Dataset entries
⟨

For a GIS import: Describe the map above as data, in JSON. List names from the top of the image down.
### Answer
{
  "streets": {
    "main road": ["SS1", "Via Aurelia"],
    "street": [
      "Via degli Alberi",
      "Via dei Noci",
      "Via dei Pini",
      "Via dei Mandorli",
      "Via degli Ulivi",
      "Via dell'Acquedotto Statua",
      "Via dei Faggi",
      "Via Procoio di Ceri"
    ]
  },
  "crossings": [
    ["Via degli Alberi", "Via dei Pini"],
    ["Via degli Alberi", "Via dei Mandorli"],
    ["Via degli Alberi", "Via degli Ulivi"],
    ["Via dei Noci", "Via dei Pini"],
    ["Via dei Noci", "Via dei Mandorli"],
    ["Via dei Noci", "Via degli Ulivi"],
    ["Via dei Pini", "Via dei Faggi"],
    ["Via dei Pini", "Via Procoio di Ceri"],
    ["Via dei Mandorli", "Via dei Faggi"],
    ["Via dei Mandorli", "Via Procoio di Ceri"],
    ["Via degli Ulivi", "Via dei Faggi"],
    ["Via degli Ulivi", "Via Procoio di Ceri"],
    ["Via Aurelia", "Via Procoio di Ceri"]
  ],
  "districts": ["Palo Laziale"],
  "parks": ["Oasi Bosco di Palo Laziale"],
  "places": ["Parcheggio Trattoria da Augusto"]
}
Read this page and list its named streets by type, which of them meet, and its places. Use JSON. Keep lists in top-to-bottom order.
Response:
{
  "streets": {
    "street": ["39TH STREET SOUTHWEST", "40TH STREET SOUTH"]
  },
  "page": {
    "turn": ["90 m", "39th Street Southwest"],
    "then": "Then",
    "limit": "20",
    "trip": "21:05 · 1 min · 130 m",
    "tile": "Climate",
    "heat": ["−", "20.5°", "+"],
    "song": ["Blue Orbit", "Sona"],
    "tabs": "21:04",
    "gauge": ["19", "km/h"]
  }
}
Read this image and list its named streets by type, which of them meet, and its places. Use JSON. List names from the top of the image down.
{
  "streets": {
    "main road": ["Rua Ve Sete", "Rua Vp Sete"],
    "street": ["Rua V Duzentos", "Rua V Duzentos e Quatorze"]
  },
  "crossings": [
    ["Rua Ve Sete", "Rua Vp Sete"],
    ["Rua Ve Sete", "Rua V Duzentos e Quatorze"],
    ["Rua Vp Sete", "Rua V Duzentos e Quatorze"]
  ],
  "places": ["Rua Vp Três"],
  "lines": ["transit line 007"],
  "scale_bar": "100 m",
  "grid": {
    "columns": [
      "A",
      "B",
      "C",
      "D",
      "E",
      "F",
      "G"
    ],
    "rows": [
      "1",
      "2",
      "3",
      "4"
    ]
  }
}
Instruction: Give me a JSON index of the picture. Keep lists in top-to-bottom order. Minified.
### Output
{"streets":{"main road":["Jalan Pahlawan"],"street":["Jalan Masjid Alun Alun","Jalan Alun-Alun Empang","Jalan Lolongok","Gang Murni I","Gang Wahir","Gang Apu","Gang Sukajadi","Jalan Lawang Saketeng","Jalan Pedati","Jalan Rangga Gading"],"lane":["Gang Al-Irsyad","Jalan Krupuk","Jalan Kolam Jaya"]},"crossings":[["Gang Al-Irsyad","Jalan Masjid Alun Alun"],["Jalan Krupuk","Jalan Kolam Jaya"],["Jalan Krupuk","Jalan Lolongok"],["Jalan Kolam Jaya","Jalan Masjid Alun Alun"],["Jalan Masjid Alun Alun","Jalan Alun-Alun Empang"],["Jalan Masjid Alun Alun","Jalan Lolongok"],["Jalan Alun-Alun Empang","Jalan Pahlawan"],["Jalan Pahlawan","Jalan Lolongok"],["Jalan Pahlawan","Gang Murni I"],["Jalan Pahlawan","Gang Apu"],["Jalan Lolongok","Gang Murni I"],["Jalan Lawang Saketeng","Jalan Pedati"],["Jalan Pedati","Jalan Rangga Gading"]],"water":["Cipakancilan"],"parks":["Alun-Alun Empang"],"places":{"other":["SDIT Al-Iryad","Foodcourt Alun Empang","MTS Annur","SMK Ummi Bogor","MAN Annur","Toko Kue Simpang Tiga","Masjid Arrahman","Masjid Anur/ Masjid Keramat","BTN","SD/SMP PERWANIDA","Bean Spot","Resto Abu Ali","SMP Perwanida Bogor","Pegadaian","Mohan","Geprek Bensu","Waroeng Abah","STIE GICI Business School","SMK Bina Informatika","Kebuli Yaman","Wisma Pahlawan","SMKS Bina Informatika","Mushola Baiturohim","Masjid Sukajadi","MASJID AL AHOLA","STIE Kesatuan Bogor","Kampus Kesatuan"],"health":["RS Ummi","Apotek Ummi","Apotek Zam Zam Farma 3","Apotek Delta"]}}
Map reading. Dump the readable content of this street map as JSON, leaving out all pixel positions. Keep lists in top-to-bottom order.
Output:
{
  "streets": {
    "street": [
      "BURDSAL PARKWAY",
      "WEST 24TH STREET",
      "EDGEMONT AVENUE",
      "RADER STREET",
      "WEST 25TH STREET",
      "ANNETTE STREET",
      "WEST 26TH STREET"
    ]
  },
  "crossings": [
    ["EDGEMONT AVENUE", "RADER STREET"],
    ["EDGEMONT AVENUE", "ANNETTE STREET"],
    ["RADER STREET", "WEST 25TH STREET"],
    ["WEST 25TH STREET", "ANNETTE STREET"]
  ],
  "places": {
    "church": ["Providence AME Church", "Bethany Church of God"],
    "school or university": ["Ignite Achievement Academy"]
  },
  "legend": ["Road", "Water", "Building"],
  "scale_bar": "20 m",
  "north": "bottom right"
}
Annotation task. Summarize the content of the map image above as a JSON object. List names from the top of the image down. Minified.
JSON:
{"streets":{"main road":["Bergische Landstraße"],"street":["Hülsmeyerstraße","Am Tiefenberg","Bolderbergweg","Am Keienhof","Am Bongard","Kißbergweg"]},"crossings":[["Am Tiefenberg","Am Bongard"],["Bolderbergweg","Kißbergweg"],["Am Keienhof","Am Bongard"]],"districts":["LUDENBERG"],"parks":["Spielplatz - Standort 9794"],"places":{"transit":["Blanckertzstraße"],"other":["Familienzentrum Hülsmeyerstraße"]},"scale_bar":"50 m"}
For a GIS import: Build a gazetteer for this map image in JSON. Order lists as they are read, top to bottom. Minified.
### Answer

⟩

### ACTIVITY
Each line from the one with "For a GIS import: Build" through the end of the entries above must be set down exactly, both end lines included, and no other line may appear.

### OUTPUT FOR THIS TASK
For a GIS import: Build a gazetteer for this map image in JSON. Order lists as they are read, top to bottom. Minified.
### Answer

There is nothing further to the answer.